- **INFORMATION SUPPLIED**
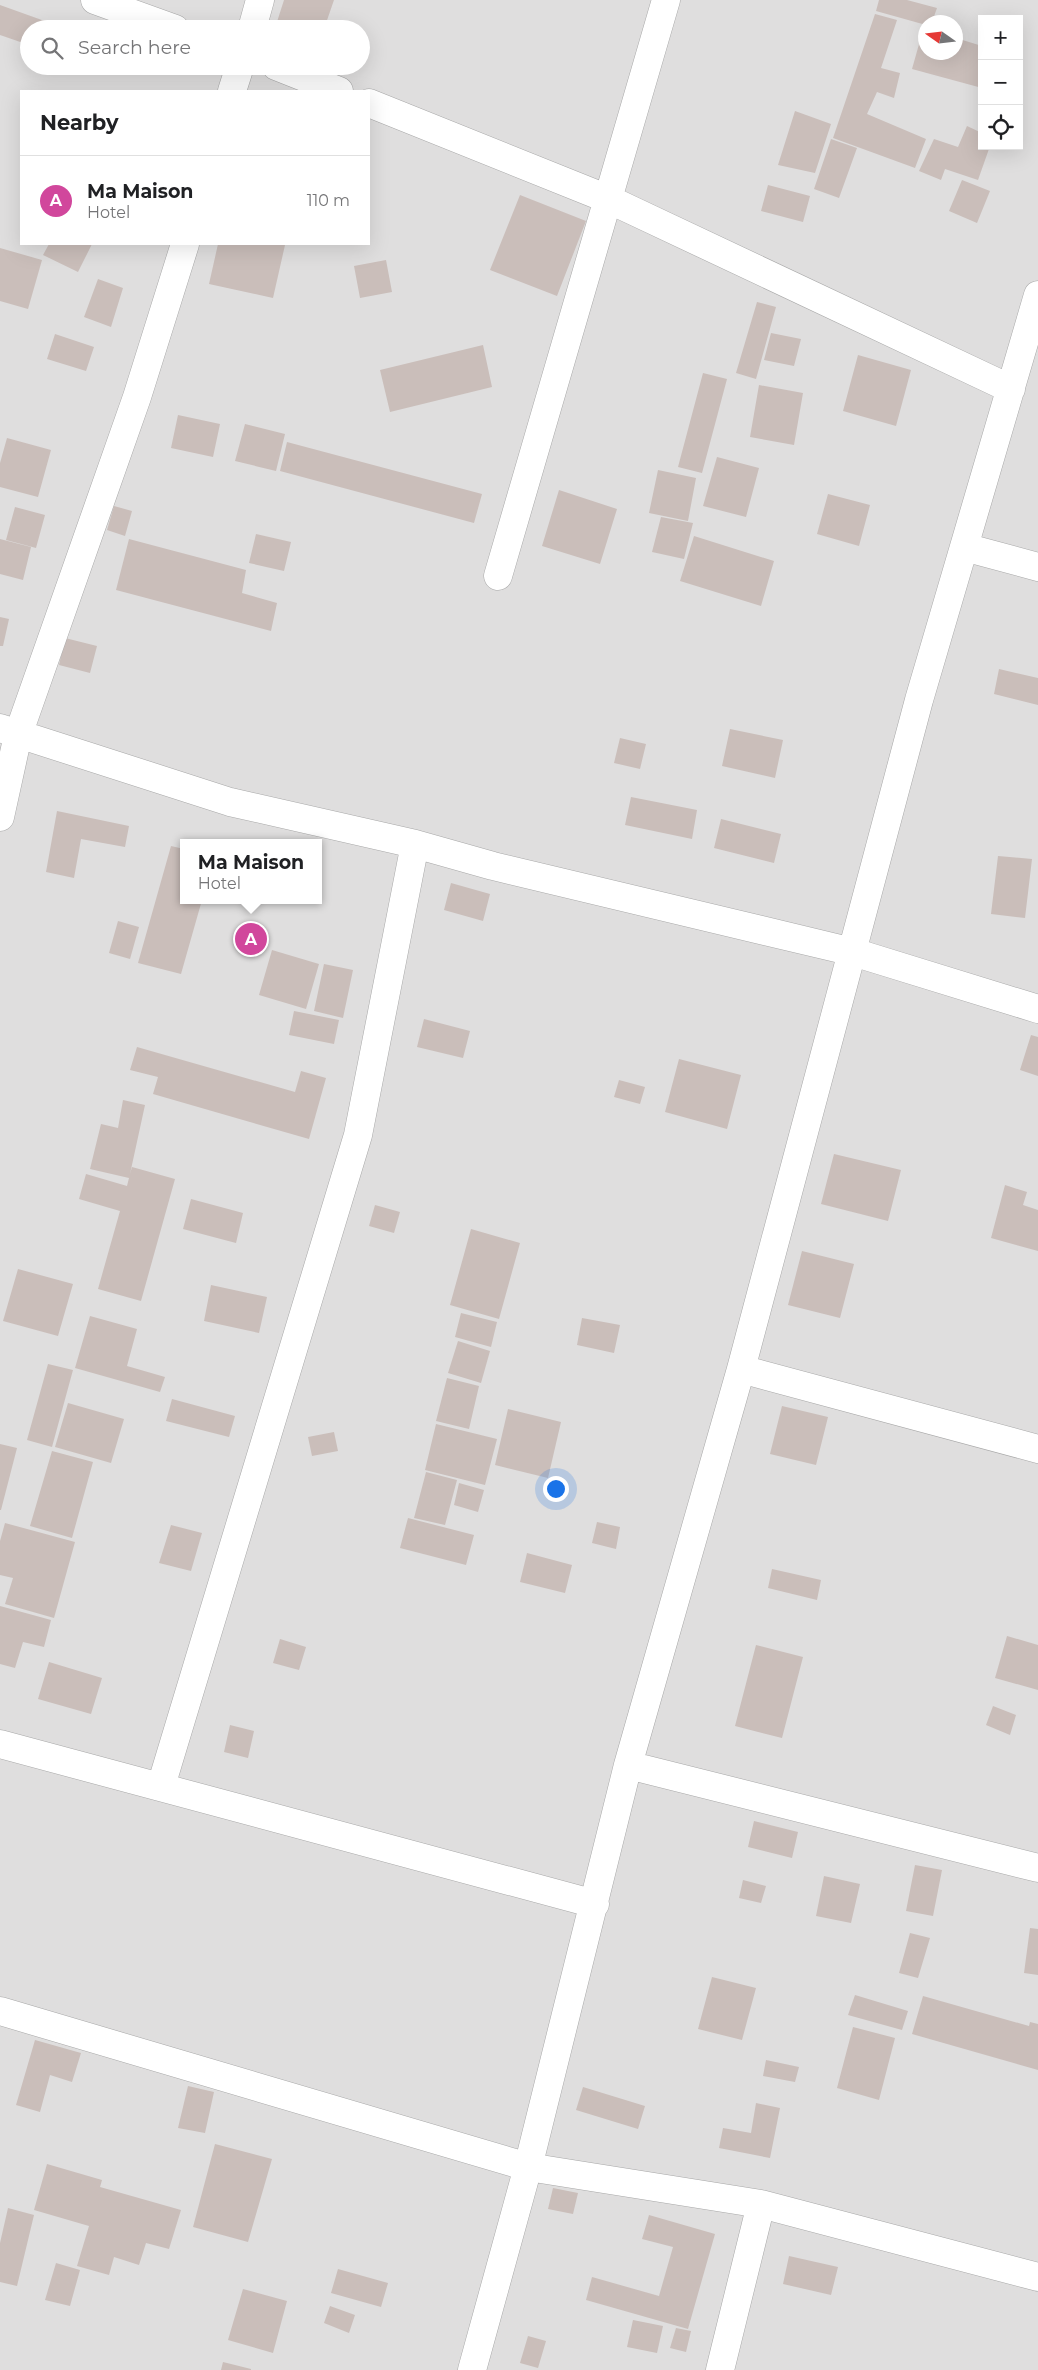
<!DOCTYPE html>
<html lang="en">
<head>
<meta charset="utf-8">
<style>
  body { margin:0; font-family:Montserrat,sans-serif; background:#f6f6f6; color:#202124 }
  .controls { position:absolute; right:15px; top:15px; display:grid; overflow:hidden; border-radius:0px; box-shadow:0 5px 20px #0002 }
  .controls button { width:45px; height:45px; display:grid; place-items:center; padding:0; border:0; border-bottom:1px solid #e0e0e0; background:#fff; color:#202124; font:25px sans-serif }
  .compass { position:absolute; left:918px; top:15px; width:45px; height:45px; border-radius:50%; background:#fff; box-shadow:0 5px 20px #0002; rotate:284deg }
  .you { position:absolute; left:555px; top:1488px; width:18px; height:18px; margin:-12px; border:4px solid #fff; border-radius:50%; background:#1a73e8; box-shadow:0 0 0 8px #1a73e833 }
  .badge { display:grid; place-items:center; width:32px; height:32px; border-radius:50%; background:#b45309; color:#fff; font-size:16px; font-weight:700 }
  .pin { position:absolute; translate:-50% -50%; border:2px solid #fff; box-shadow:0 1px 5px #0006 }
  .popup { position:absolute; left:180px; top:839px; width:142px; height:65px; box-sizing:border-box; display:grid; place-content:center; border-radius:0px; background:#fff; filter:drop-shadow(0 1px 4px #0005); font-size:16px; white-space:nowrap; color:#757577 }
  .popup b { font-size:19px; color:#202124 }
  .popup::after { content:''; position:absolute; left:50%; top:100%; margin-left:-10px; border:10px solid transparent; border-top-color:#fff }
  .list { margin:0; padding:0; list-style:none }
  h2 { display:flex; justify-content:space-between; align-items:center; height:65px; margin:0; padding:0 20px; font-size:21px }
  h2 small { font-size:16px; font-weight:400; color:#757577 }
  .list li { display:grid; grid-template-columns:32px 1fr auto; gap:15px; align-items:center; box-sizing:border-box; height:90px; padding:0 20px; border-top:1px solid #e0e0e0 }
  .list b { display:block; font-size:19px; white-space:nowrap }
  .list p { margin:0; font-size:16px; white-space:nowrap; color:#757577 }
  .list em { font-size:16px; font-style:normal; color:#757577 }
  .icon { flex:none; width:28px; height:28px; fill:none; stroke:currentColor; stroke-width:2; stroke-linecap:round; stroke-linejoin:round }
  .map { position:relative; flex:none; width:1038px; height:2370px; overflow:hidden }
  .search { position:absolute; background:#fff; box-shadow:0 5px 20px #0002; left:20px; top:20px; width:350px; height:55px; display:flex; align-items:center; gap:12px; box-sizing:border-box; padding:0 18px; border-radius:28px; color:#757577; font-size:19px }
  .panel { position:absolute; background:#fff; box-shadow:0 5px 20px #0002; left:20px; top:90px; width:350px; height:155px; border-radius:0px }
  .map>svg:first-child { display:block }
</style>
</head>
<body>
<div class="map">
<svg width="1038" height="2370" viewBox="0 0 1038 2370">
  <rect width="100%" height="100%" fill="#f2ede7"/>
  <!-- residential -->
  <path fill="#dfdede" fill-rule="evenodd" d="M0,0h1038v2370h-1038zM982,19h37v127h-37zM926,22h30v30h-30zM29,29h332v37h-332zM21,91h348v153h-348zM184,843h134v57h-134z"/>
  <!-- building -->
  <path fill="#cabeba" d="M284,0h50l-10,29h-36l-12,-4z
    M879,0h28l30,8 -5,14h-6v3l-50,-14z
    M0,5l53,19 -1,5h-23v16l-29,-10z
    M875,14l22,6 -16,48 19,5 -6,25 -17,-6 -10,22 59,25 -11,29 -82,-30z
    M923,30h3v22h30v-14l26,8v42l-70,-19z
    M795,111l36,13 -16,49 -37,-8z
    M967,126l15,7v13h8l-12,34 -33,-11 -4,11 -22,-9 15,-32 24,8z
    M831,139l26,9 -18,50 -25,-9z
    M962,180l28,11 -13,32 -28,-12z
    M768,185l42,11 -7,26 -42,-11z
    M520,195l66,26 -29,75 -67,-26z
    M49,244h43l-14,28 -35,-17z
    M218,244l67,1 -12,53 -64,-14z
    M0,248l42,12 -14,49 -28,-8z
    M386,260l6,32 -32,6 -6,-32z
    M98,279l25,9 -12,39 -27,-10z
    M757,302l19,5 -20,72 -20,-6z
    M771,333l30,6 -7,27 -30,-6z
    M55,334l39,13 -8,24 -39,-12z
    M483,345l9,42 -102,25 -10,-42z
    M858,355l53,15 -15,56 -53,-15z
    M703,373l24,6 -25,94 -24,-6z
    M759,385l44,8 -9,52 -44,-8z
    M178,415l42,9 -7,33 -42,-9z
    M245,424l40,10 -9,37 -41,-10z
    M7,438l44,12 -13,47 -38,-10v-24z
    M287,442l195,52 -8,29 -194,-52z
    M717,457l42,11 -13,49 -43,-11z
    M658,470l38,8 -8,43 -39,-8z
    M559,490l58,19 -17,55 -58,-18z
    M828,494l42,11 -11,41 -42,-12z
    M114,506l18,5 -7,25 -18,-6z
    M15,507l30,8 -9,33 -30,-8z
    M661,517l32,6 -9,36 -32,-7z
    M256,534l35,8 -7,29 -35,-8z
    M694,536l80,25 -13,45 -81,-25z
    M0,539l31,8 -8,33 -23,-6z
    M129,539l117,31 -4,23 35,10 -6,28 -155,-41z
    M0,617l9,2 -6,27h-3z
    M65,638l32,8 -7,27 -31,-8z
    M999,669l39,9v27l-44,-11z
    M730,729l53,11 -8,38 -53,-12z
    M620,738l26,6 -6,25 -26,-6z
    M631,797l66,13 -5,29 -67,-14z
    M57,811l72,15 -4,21 -44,-8 -7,39 -28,-6z
    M721,819l60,15 -7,29 -60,-15z
    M171,846l13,3v51h18l-21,74 -43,-11z
    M998,856l34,3 -7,59 -34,-4z
    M451,883l39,11 -7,27 -39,-11z
    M118,921l21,6 -9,32 -21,-6z
    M272,950l47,14 -13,45 -47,-14z
    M324,964l29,6 -10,48 -29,-7z
    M294,1011l45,9 -5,24 -45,-9z
    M424,1019l46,12 -7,27 -46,-11z
    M1031,1035l7,2v39l-18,-6z
    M137,1047l158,45 6,-21 25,7 -17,61 -156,-45 5,-17 -28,-7z
    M679,1059l62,16 -14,54 -62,-17z
    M619,1080l26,7 -5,17 -26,-7z
    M123,1100l22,5 -15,69 2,-7 43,12 -34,122 -43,-12 22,-78 -41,-12 7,-25 41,12 2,-8 -39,-9 11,-45 17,4z
    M834,1154l67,16 -13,51 -67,-17z
    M1005,1185l22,7 -4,13 15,5v41l-47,-13z
    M191,1199l52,14 -7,30 -53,-14z
    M375,1205l25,7 -6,21 -25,-7z
    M471,1229l49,14 -21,76 -49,-14z
    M802,1251l52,13 -14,54 -52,-13z
    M18,1269l55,15 -15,52 -55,-15z
    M211,1285l56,12 -8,36 -55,-12z
    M461,1313l36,9 -6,25 -36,-10z
    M90,1316l47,13 -10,37 38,11 -5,15 -85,-24z
    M582,1318l38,7 -6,28 -37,-8z
    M458,1341l32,10 -9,32 -33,-10z
    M48,1364l25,6 -21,77 -25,-7z
    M447,1378l32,8 -10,43 -33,-8z
    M172,1399l63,17 -6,21 -63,-16z
    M68,1403l56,16 -13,44 -56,-16z
    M782,1406l46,11 -12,48 -46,-11z
    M508,1409l53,13 -13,56 -53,-13z
    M436,1424l61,15 -12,46 -60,-15z
    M334,1432l4,19 -26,5 -4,-19z
    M0,1444l17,4 -16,62h-1z
    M52,1451l41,11 -21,76 -42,-12z
    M426,1472l31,8 -12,45 -31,-7z
    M459,1483l25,7 -6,22 -24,-7z
    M408,1518l66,17 -8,30 -66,-17z
    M597,1522l23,5 -4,22 -24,-6z
    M5,1523l70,19 -21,76 -49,-14 8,-26 -13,-3v-34z
    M171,1525l31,8 -11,38 -32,-8z
    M527,1553l45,12 -7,28 -45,-11z
    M772,1569l49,11 -4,20 -49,-12z
    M0,1606l51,14 -7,27 -21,-5 -8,26 -15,-4z
    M1007,1636l31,9v45l-43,-12z
    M280,1639l26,8 -7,23 -26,-7z
    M756,1645l47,12 -21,81 -47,-12z
    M49,1662l53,16 -11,36 -53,-15z
    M993,1706l23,9 -6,20 -24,-10z
    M230,1725l24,6 -6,27 -24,-6z
    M754,1821l44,11 -6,26 -44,-11z
    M915,1865l27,5 -9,46 -27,-5z
    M824,1876l36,8 -9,39 -35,-7z
    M743,1880l23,6 -5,17 -22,-5z
    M1030,1928l8,1v46l-14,-2z
    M910,1933l20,5 -12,40 -19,-5z
    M712,1977l44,11 -14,52 -44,-11z
    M855,1995l53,16 -6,19 -54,-15z
    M923,1996l106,30 1,-4 8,2v46l-126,-36z
    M853,2027l42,11 -16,62 -42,-12z
    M35,2040l46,13 -9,29 -22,-7 -10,37 -24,-7z
    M766,2060l33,7 -4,15 -32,-6z
    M188,2086l26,6 -9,41 -27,-5z
    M583,2087l62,19 -7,23 -62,-19z
    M756,2103l24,5 -10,50 -51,-10 4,-20 28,5z
    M215,2144l57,15 -24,83 -55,-15z
    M47,2164l55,16 -2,7 81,23 -12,39 -23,-6 -7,22 -25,-8 -5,18 -32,-9 12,-40 -55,-16z
    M553,2188l25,5 -5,21 -25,-5z
    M8,2208l26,7 -17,71 -17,-4v-39z
    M649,2215l66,19 -27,95 -102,-29 6,-23 67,19 14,-49 -31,-8z
    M789,2256l49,11 -7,28 -48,-11z
    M56,2263l24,7 -10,36 -25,-6z
    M338,2269l50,14 -7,24 -50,-14z
    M243,2289l44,12 -14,52 -45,-13z
    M330,2306l25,9 -6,18 -25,-10z
    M633,2320l30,6 -6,27 -30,-6z
    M676,2328l15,3 -5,21 -16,-4z
    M528,2336l18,5 -8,27 -18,-5z
    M223,2362l28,7v1h-30z"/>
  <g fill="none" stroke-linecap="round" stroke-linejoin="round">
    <defs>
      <path id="street" d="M95,0l80,29
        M252,29l8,-29
        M276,66l63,25
        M232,91l8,-25
        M369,103l239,96 403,190
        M964,547l74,20
        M498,576l168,-576
        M0,728l230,74 185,42 78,22 360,86 185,57
        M0,817l18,-82 119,-338 48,-153
        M741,1369l297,80
        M0,1744l595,160
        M628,1765l410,103
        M161,1786l197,-651 57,-291
        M0,2011l528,156 233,37 277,73
        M472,2370l56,-203 100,-402 113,-396 178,-669 119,-405
        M720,2370l41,-166"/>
    </defs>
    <!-- street casing -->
    <use href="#street" stroke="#a8a8a8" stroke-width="29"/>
    <!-- street -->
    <use href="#street" stroke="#fff" stroke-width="28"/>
  </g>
</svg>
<div class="controls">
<button>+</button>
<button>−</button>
<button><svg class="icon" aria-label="locate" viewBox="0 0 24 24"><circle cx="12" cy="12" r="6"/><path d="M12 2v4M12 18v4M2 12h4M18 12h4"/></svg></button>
</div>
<svg class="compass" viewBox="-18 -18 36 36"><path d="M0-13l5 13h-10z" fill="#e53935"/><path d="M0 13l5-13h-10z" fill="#757577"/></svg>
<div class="you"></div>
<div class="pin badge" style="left:251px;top:939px;background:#d1479c">A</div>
<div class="popup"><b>Ma Maison</b>Hotel</div>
<div class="search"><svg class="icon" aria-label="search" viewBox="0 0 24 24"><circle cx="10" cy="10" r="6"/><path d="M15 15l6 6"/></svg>Search here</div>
<section class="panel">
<h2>Nearby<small></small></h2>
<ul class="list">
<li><span class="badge" style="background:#d1479c">A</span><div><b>Ma Maison</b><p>Hotel</p></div><em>110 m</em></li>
</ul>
</section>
</div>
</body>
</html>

- **WHAT THE EXERCISE ASKS**
The response should hold only an exact retyping of the lines from the beginning of the data through the line containing "position:absolute; right:15px; top:15px;", both ends kept, pictures omitted.

- **SOLUTION**
<!DOCTYPE html>
<html lang="en">
<head>
<meta charset="utf-8">
<style>
  body { margin:0; font-family:Montserrat,sans-serif; background:#f6f6f6; color:#202124 }
  .controls { position:absolute; right:15px; top:15px; display:grid; overflow:hidden; border-radius:0px; box-shadow:0 5px 20px #0002 }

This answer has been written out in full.